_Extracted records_
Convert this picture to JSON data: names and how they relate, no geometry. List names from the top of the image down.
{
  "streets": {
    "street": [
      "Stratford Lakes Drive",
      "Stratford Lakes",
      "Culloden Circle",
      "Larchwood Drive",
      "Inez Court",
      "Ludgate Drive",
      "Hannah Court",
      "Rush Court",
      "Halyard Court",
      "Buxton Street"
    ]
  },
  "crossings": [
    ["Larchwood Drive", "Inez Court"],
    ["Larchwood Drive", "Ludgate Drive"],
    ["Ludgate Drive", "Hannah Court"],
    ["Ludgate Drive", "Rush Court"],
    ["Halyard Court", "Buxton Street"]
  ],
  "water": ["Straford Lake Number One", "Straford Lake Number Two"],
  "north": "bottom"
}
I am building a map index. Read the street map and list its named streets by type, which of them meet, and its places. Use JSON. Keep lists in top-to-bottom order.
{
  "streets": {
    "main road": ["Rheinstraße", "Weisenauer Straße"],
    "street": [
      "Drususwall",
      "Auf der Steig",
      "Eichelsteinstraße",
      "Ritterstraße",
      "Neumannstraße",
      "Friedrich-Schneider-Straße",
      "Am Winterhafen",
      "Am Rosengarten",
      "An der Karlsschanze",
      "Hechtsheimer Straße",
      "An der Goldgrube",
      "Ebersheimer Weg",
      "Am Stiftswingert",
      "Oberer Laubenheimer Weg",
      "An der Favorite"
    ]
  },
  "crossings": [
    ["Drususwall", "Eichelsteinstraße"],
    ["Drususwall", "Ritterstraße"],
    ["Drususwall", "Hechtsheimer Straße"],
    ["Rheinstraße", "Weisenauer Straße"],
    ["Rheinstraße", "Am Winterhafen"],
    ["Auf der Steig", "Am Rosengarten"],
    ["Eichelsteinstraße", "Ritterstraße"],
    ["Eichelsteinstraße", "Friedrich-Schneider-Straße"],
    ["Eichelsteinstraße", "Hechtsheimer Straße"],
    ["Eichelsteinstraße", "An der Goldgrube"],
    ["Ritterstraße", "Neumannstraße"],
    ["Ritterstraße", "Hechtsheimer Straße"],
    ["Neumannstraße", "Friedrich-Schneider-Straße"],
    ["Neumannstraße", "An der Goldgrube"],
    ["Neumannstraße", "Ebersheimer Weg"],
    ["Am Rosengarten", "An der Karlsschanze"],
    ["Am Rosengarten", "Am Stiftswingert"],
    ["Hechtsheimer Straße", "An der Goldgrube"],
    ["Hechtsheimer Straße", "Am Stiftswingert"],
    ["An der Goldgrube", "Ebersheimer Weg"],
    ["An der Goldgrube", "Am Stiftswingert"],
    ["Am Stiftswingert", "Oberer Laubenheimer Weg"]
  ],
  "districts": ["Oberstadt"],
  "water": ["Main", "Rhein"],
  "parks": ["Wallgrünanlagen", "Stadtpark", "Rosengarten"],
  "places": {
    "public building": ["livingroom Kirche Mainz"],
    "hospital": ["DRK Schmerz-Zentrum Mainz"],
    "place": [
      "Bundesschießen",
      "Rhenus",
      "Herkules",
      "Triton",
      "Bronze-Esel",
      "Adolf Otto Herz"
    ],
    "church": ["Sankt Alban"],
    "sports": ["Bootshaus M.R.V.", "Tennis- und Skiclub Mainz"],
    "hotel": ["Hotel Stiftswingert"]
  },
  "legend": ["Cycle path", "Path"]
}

_Aim of the exercise_
Go through the data above and copy each line that holds the word "Hechtsheimer".

_Answer space_
      "Hechtsheimer Straße",
    ["Drususwall", "Hechtsheimer Straße"],
    ["Eichelsteinstraße", "Hechtsheimer Straße"],
    ["Ritterstraße", "Hechtsheimer Straße"],
    ["Hechtsheimer Straße", "An der Goldgrube"],
    ["Hechtsheimer Straße", "Am Stiftswingert"],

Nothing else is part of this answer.